WHAT THIS TASK INVOLVES
Please return the data that follows precisely as written, but without the images.

--- DATASET EXTRACT Enclosed Below ---

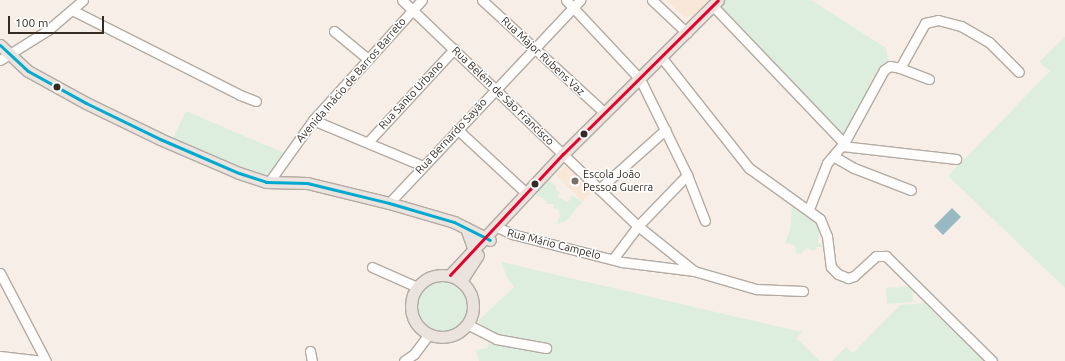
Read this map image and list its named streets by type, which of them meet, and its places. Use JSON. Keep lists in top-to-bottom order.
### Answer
{
  "streets": {
    "street": [
      "Rua Major Rubens Vaz",
      "Avenida Inácio de Barros Barreto",
      "Rua Santo Urbano",
      "Rua Belém de São Francisco",
      "Rua Bernardo Sayão",
      "Rua Mário Campelo"
    ]
  },
  "crossings": [
    ["Rua Major Rubens Vaz", "Rua Bernardo Sayão"],
    ["Avenida Inácio de Barros Barreto", "Rua Belém de São Francisco"],
    ["Rua Santo Urbano", "Rua Belém de São Francisco"],
    ["Rua Belém de São Francisco", "Rua Bernardo Sayão"],
    ["Rua Belém de São Francisco", "Rua Mário Campelo"]
  ],
  "places": ["Escola João Pessoa Guerra"],
  "scale_bar": "100 m"
}
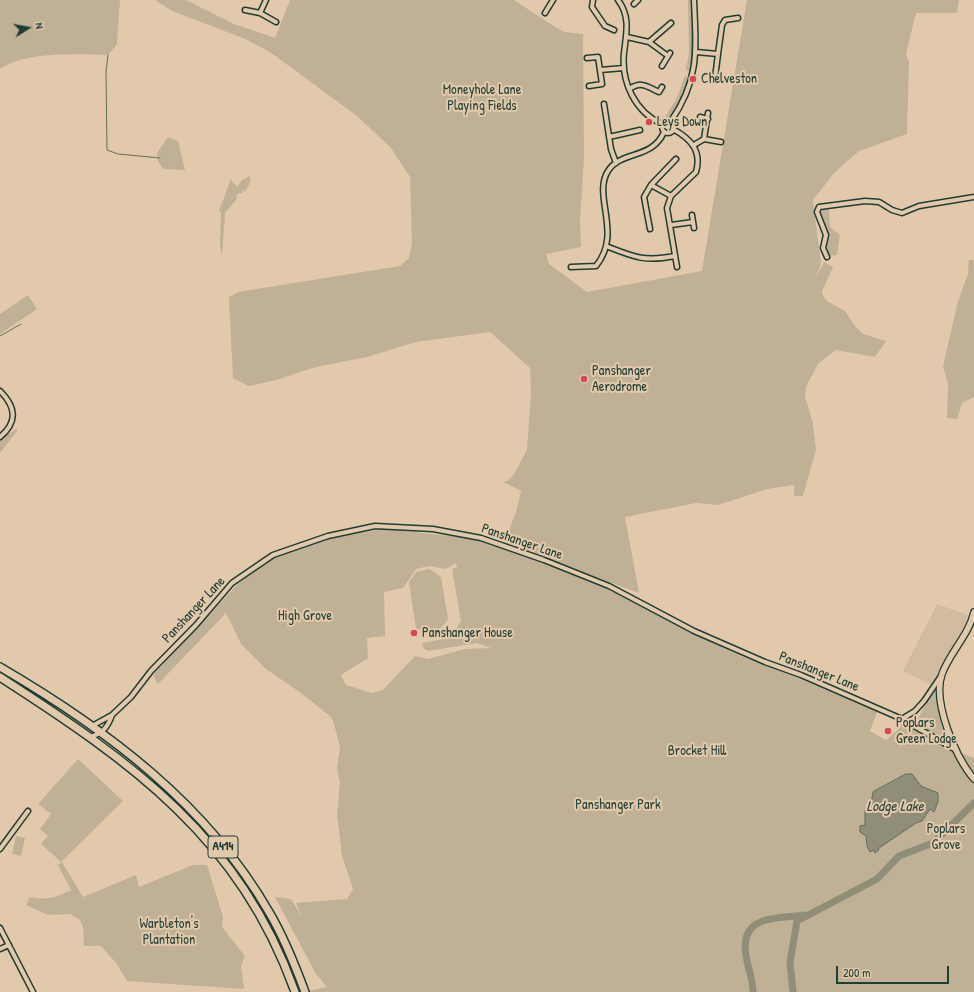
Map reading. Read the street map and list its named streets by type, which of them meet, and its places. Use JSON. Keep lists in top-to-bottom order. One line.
{"streets":{"highway":["A414"],"street":["Panshanger Lane"]},"crossings":[["Panshanger Lane","A414"]],"water":["Lodge Lake"],"parks":["Moneyhole Lane Playing Fields","High Grove","Brocket Hill","Panshanger Park","Poplars Grove","Warbleton's Plantation"],"places":["Chelveston","Leys Down","Panshanger Aerodrome","Panshanger House","Poplars Green Lodge"],"scale_bar":"200 m","north":"right"}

--- End of Enclosed DATASET EXTRACT ---

RESPONSE AREA
Read this map image and list its named streets by type, which of them meet, and its places. Use JSON. Keep lists in top-to-bottom order.
### Answer
{
  "streets": {
    "street": [
      "Rua Major Rubens Vaz",
      "Avenida Inácio de Barros Barreto",
      "Rua Santo Urbano",
      "Rua Belém de São Francisco",
      "Rua Bernardo Sayão",
      "Rua Mário Campelo"
    ]
  },
  "crossings": [
    ["Rua Major Rubens Vaz", "Rua Bernardo Sayão"],
    ["Avenida Inácio de Barros Barreto", "Rua Belém de São Francisco"],
    ["Rua Santo Urbano", "Rua Belém de São Francisco"],
    ["Rua Belém de São Francisco", "Rua Bernardo Sayão"],
    ["Rua Belém de São Francisco", "Rua Mário Campelo"]
  ],
  "places": ["Escola João Pessoa Guerra"],
  "scale_bar": "100 m"
}
Map reading. Read the street map and list its named streets by type, which of them meet, and its places. Use JSON. Keep lists in top-to-bottom order. One line.
{"streets":{"highway":["A414"],"street":["Panshanger Lane"]},"crossings":[["Panshanger Lane","A414"]],"water":["Lodge Lake"],"parks":["Moneyhole Lane Playing Fields","High Grove","Brocket Hill","Panshanger Park","Poplars Grove","Warbleton's Plantation"],"places":["Chelveston","Leys Down","Panshanger Aerodrome","Panshanger House","Poplars Green Lodge"],"scale_bar":"200 m","north":"right"}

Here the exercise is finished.